Droste Festival 2026: »An die Schriftstellerinnen« – Teil 1 von »Amüsier mich!«

Das Droste Festival 2026 erklärt das Rüschhaus zum Ort des weiblichen Schreibens in der Gegenwart.

Design © Kruse & Müller

Weibliches Schreiben entsteht in einer Ordnung, die es gleichzeitig ermöglicht und begrenzt. Annette von Droste-Hülshoff hat diese Spannung in ihrem Schreiben immer wieder verhandelt und 1841 ein Gedicht An die Schriftstellerinnen in Deutschland und Frankreich betitelt und so an ihre schreibenden Kolleginnen gerichtet. Mit der neuen Dauerausstellung wird das Rüschhaus, ihr Lebens- und Schaffensort, zum Ausgangspunkt einer breiteren Auseinandersetzung mit weiblichem Schreiben. Das Festival knüpft daran mit Lesungen, Gesprächen, Performance, Ausstellungs-Rundgängen und einem 2-tägigen Workshop an.  

Was weibliches Schreiben ist, lässt sich nicht einfach beantworten.
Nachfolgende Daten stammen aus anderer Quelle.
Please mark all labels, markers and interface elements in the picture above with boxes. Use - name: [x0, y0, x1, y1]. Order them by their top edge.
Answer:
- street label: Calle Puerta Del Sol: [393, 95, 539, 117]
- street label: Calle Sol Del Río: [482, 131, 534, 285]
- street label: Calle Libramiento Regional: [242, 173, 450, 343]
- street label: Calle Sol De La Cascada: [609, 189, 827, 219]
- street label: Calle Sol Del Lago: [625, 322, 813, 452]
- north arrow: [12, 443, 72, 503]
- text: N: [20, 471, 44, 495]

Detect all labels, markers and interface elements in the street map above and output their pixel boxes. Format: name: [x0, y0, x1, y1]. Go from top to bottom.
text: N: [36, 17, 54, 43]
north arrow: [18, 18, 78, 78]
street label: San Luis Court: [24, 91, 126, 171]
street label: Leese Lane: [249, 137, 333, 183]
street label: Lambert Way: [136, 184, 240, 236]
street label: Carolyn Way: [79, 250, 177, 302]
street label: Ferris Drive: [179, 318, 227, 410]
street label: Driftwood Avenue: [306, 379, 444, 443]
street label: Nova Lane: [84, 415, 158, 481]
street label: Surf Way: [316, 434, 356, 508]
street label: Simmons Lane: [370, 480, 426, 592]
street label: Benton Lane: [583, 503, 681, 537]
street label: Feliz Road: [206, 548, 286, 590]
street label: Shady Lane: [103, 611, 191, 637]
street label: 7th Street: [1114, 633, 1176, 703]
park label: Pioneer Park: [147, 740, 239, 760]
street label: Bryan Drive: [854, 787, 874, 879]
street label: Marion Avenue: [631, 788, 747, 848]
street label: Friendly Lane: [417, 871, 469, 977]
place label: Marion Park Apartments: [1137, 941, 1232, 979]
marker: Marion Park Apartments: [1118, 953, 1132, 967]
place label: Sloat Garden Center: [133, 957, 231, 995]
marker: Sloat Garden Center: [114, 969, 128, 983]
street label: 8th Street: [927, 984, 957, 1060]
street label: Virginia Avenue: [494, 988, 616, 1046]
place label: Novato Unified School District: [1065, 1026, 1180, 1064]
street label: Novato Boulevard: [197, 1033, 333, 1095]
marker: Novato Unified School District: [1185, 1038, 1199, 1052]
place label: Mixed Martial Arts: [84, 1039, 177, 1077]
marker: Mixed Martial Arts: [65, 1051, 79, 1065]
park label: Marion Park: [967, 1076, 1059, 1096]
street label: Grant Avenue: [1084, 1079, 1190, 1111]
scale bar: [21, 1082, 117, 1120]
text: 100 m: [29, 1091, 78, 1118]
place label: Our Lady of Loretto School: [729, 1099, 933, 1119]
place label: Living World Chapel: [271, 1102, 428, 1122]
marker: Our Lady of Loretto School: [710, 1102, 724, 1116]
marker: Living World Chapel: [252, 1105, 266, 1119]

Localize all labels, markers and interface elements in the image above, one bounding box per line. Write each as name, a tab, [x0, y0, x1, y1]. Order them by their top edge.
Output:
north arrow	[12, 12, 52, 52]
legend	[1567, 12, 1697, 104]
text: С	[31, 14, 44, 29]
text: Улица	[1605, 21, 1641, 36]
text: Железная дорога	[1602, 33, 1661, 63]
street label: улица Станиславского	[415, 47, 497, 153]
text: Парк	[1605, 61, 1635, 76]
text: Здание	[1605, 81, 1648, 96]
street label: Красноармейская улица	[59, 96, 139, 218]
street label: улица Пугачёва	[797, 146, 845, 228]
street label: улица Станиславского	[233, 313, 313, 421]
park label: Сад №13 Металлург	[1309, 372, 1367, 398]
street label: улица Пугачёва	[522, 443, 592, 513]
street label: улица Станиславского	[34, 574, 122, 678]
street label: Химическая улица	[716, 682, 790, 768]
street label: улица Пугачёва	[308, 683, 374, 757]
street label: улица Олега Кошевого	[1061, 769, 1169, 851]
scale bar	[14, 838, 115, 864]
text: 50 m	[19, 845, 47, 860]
Hélène Cixous hat mit dem Begriff der écriture féminine eine Schreibweise entworfen, die den Körper nicht ausblendet, sondern von ihm ausgeht. Die feministische Literaturwissenschaftlerin Silvia Bovenschen hat gefragt, ob es überhaupt eine weibliche Ästhetik gibt. Audre Lorde hat aus der Perspektive Schwarzer Frauen darauf bestanden, dass Dichtung keine ästhetische Übung ist. Bei Lorde wird sie zum Ort, an dem Erfahrung zuerst in Sprache gefasst wird – bevor sie gedacht, benannt und schließlich gehandelt werden kann. Diese Positionen widersprechen sich, ergänzen sich, reiben sich aneinander. Sie sind nicht abgeschlossen. Was aus ihnen folgt, ist eine bestimmte Form des Schreibens selbst. Weibliches Schreiben entstand historisch selten allein, sondern im Brief, im Salon, in der Freundinnenschaft – nicht weil Frauen von Natur aus kollektiver schreiben, sondern weil der legitime öffentliche Raum ihnen nicht gehörte. Wo das männliche Genie-Modell das einsame Schreibsubjekt ins Zentrum stellt, das aus sich heraus spricht, ist weibliches Schreiben relational, situiert, auf Austausch angelegt. Und es stellt sich neu auf in einem Moment, in dem feministische Errungenschaften abermals zur Disposition stehen und Männer sich als Opfer von Gleichstellung inszenieren.  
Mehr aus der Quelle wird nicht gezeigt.